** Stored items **

------------------------------------------------------------

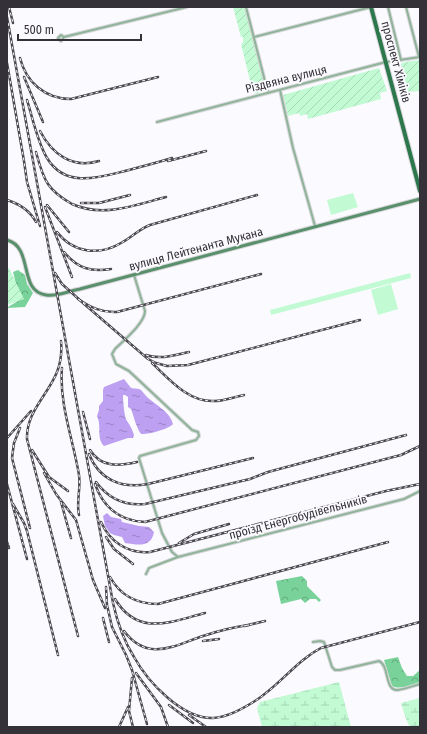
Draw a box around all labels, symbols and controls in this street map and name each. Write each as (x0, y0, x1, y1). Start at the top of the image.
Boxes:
scale bar (18, 16, 141, 42)
street label: проспект Хіміків (378, 20, 414, 104)
text: 500 m (24, 23, 54, 37)
street label: Різдвяна вулиця (244, 62, 328, 96)
street label: вулиця Лейтенанта Мукана (128, 224, 265, 274)
street label: проїзд Енергобудівельників (227, 492, 369, 542)

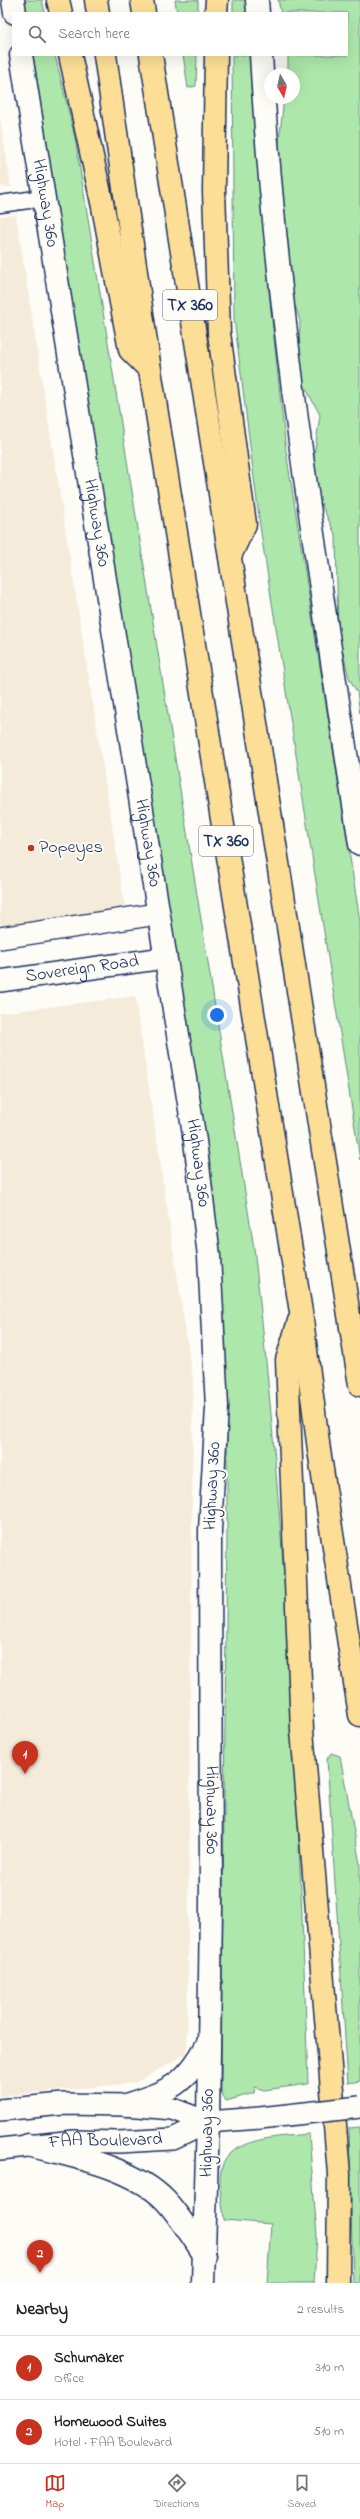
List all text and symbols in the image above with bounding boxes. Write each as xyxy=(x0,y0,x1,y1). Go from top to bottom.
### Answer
search box xyxy=(12,12,348,56)
icon: search xyxy=(26,23,48,45)
text: Search here xyxy=(58,23,130,45)
north arrow xyxy=(264,68,300,104)
street label: Highway 360 xyxy=(25,157,65,249)
road number: TX 360 xyxy=(163,290,217,320)
street label: Highway 360 xyxy=(76,477,116,569)
street label: Highway 360 xyxy=(127,797,167,889)
road number: TX 360 xyxy=(199,826,253,856)
place label: Popeyes xyxy=(39,835,103,861)
marker: Popeyes xyxy=(26,843,36,853)
street label: Sovereign Road xyxy=(24,949,141,990)
your location xyxy=(207,1005,227,1025)
street label: Highway 360 xyxy=(179,1117,216,1209)
street label: Highway 360 xyxy=(198,1441,229,1531)
pin: 1 xyxy=(12,1741,38,1774)
street label: Highway 360 xyxy=(197,1765,224,1855)
street label: Highway 360 xyxy=(194,2088,223,2178)
street label: FAA Boulevard xyxy=(47,2127,163,2157)
pin: 2 xyxy=(27,2240,53,2273)
text: Nearby xyxy=(16,2297,68,2322)
text: 2 results xyxy=(297,2300,344,2319)
text: Schumaker xyxy=(54,2347,124,2369)
text: 1 xyxy=(27,2358,31,2377)
text: 310 m xyxy=(316,2358,344,2377)
text: Office xyxy=(54,2369,84,2388)
text: Homewood Suites xyxy=(54,2411,167,2433)
text: 2 xyxy=(26,2422,32,2441)
text: 510 m xyxy=(313,2422,344,2441)
text: Hotel · FAA Boulevard xyxy=(54,2433,172,2452)
tab: Map xyxy=(44,2472,66,2512)
tab: Directions xyxy=(154,2472,199,2512)
tab: Saved xyxy=(287,2472,316,2512)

------------------------------------------------------------

** Task brief **
In the entries above, find every line with the word "image" and list it.

** Solution to this exercise **
Draw a box around all labels, symbols and controls in this street map and name each. Write each as (x0, y0, x1, y1). Start at the top of the image.
List all text and symbols in the image above with bounding boxes. Write each as xyxy=(x0,y0,x1,y1). Go from top to bottom.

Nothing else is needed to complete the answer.